- _TASK OBJECTIVE_
State how many lines of the records include the word "butt"; the reply is that number alone.

- _DATA LISTING_
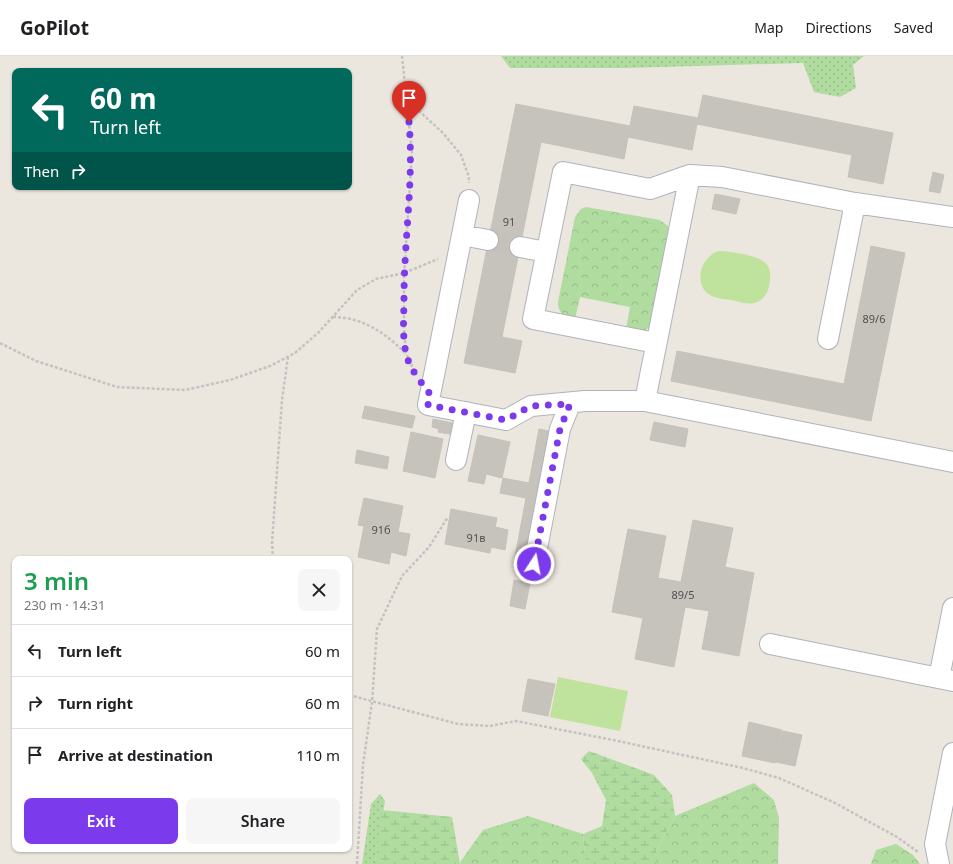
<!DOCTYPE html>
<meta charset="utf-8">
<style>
:root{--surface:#fff;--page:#f6f6f6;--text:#202124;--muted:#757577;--line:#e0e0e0;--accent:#7c3aed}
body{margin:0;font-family:"Noto Sans",sans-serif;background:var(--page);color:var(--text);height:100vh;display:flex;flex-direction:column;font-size:15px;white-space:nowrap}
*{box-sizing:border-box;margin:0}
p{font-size:13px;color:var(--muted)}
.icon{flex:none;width:22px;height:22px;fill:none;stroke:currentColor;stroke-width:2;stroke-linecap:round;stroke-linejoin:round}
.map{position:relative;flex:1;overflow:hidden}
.side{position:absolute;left:12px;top:500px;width:340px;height:296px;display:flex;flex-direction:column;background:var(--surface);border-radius:8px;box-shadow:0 1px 3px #0004}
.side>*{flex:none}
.banner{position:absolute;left:12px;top:12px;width:340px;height:122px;border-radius:8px;box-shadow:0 1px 3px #0004;background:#00695c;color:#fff;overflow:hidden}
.pin{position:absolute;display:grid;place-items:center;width:34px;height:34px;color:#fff;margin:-41px -17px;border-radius:50% 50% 50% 0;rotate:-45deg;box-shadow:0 0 4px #0007}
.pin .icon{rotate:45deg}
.me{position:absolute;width:44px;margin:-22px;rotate:11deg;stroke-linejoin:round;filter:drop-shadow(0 0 3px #0008)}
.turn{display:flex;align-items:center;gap:14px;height:84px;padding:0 12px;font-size:18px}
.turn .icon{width:52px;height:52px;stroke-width:2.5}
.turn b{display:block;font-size:28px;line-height:34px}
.then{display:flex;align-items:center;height:38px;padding:0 12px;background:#0003;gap:8px;font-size:15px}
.round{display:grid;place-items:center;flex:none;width:42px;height:42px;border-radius:8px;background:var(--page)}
.overview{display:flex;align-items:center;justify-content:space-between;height:68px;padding:0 12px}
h1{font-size:24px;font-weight:600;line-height:30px;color:#1e9e55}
.action{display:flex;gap:8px;margin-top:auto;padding:8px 12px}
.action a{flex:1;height:46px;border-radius:8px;background:var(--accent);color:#fff;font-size:16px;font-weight:600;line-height:46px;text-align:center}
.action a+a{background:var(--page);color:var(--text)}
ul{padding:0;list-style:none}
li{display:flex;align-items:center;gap:12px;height:52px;padding:0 12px;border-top:1px solid var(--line)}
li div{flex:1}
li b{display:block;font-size:15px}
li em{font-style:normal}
header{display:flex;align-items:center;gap:24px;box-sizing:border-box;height:56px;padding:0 20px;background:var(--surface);border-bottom:1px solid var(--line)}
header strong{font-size:19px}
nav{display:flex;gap:22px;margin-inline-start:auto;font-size:14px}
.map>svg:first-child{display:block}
.grass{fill:url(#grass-dots)}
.forest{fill:url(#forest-crowns)}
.wetland{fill:url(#wetland-marsh)}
.pitch{fill:#bfe29c}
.building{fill:#c6c3bd;stroke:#c6c2b8}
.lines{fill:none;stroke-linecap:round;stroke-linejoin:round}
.minor-tunnel{stroke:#c4c0ba;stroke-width:20;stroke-dasharray:20 10;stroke-linecap:butt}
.minor-casing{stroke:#b1b3bc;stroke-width:22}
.path{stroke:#c3c3c3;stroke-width:2.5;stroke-dasharray:3 2;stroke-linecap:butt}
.minor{stroke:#fff;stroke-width:20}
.route{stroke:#7c3aed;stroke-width:7;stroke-dasharray:0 12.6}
.labels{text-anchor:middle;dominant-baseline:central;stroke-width:4;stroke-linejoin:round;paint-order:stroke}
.number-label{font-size:11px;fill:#51504f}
</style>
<header>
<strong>GoPilot</strong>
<nav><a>Map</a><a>Directions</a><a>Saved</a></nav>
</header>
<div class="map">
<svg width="953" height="808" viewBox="0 0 953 808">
<defs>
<pattern id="grass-dots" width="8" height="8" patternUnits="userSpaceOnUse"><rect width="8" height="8" fill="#b0dca0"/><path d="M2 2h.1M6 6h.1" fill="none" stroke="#98bd8a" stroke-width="1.8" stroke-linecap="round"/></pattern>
<pattern id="forest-crowns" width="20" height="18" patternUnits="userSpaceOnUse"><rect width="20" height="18" fill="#b0dca0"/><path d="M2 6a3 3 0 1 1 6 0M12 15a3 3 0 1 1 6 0" fill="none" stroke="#98bd8a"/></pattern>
<pattern id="wetland-marsh" width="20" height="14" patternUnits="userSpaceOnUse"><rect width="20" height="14" fill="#b0dca0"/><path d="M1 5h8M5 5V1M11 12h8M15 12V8" fill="none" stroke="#98bd8a"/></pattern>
</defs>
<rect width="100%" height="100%" fill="#ebe6de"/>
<path class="grass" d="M501,0H864L853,9L856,32L840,41L814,36L803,7L625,12H510Z
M380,738L385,745L375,808H362L371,748Z"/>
<path class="forest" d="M586,151L660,164L668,170L670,175L651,270C644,277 636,275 626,273L630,251L580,241L575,263C565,260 558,258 558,246L575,161L581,153Z
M754,727L774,744L779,762L778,808H656V795L675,760Z
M528,760L583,778L586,808H460L461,805L483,774Z
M896,788L913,799L920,808H871L876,794Z"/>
<path class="wetland" d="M589,695L654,719L672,739L675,760L656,795V808H586L583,778L602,770L606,744L592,717L581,703Z
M382,754L452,761L460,808H375Z"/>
<path class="pitch" d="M719,195C727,195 735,197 743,198C764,203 774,207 769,230C768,237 764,243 757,246C750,249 743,247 736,245C727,243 714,243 707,237C693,224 703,199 719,195Z
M558,621L628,635L620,675L550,661Z"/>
<path class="building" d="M703,39L893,77L883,128L848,121L852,99L697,68L692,94L628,81L624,103L541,86L502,281L522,285L515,317L464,307L516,48L630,70L634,50L698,62Z
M933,116L944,119L940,137L929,135Z
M715,138L740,143L736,158L712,153Z
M871,190L905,197L871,365L671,325L677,295L844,328Z
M365,350L415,360L412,372L362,362Z
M433,363L457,368L455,379L438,376L439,373L432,371Z
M654,366L688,373L685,391L650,384Z
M539,373L554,376L530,504L515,501L526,442L500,437L503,422L529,427Z
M411,376L443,383L435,422L403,415Z
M478,379L510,386L502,422L486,418L484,428L468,425Z
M357,394L389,401L387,413L355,407Z
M364,442L403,450L398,476L410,478L406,500L391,496L389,508L358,501L364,470L358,469Z
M451,453L497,462L495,471L508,474L505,494L491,491L490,497L445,488Z
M693,464L733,472L725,511L754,517L739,600L702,593L709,555L685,551L674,611L635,603L643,562L612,556L628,473L666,480L658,522L681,526Z
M514,524L530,527L525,553L510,550Z
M528,623L555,628L548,660L522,655Z
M749,666L782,674L775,707L742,700Z
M783,675L802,679L795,710L776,706Z"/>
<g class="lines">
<path class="minor-tunnel" d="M488,184L520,191"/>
<g class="minor-casing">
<path id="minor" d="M469,144L428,349L506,364L531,350L585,345H645L953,406
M462,179L488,184
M520,191L546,196
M828,283L855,147
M656,287L533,263L563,116L650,133L690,119L722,121L855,147L953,161
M645,345L690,119
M456,404L466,356
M534,508L560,373L570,348
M770,588L953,625
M939,622L953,552
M939,808L935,788L953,697"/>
</g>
<path class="path" d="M402,0L412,96L404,221V272L406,297L415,317
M405,28L418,54L443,77L461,99L469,121V127
M333,261C362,261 386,277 405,297
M0,287L36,305L117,331L185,334L230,324L270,310L295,297L319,276L357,234L376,223L404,217L438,203
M273,503L272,487L282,344L288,301
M349,639L458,668L490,670L516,665L618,685L743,712L779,722L835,747L897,781L918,796
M357,808L363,709L372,646L377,573L402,520L429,491L448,461"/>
<use href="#minor" class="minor"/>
</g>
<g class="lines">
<path class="route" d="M409,66C414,125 404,183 404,242C404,260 402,279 406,297C409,312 421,326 430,338L428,349L506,364L531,350L570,348L560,373L534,508"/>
</g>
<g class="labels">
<g class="number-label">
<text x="509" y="165">91</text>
<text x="874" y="262">89/6</text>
<text x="381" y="473">91б</text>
<text x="476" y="481">91в</text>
<text x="683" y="538">89/5</text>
</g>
</g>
</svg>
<div class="pin" style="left:409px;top:66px;background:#d93025"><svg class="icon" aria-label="arrive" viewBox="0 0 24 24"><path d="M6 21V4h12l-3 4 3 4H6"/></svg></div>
<svg class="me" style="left:534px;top:508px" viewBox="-20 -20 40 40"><circle r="17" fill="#7c3aed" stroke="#fff" stroke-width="3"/><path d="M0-11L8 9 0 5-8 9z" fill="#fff"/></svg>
<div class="banner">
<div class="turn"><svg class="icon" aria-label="left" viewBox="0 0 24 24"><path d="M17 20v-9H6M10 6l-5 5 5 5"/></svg><div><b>60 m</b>Turn left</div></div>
<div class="then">Then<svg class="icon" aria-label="right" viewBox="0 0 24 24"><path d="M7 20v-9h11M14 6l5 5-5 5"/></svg></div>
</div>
<section class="side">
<div class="overview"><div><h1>3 min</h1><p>230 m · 14:31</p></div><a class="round"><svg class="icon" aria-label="close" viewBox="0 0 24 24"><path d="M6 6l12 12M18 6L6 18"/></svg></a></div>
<ul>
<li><svg class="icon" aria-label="left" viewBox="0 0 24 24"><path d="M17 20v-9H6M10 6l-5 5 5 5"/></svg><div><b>Turn left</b></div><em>60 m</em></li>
<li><svg class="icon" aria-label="right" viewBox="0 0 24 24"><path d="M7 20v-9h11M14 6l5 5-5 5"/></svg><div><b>Turn right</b></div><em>60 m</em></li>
<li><svg class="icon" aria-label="arrive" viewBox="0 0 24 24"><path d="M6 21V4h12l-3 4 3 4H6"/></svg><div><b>Arrive at destination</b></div><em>110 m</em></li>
</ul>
<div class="action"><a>Exit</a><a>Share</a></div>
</section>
</div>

- _OUTPUT OF THE TASK_
2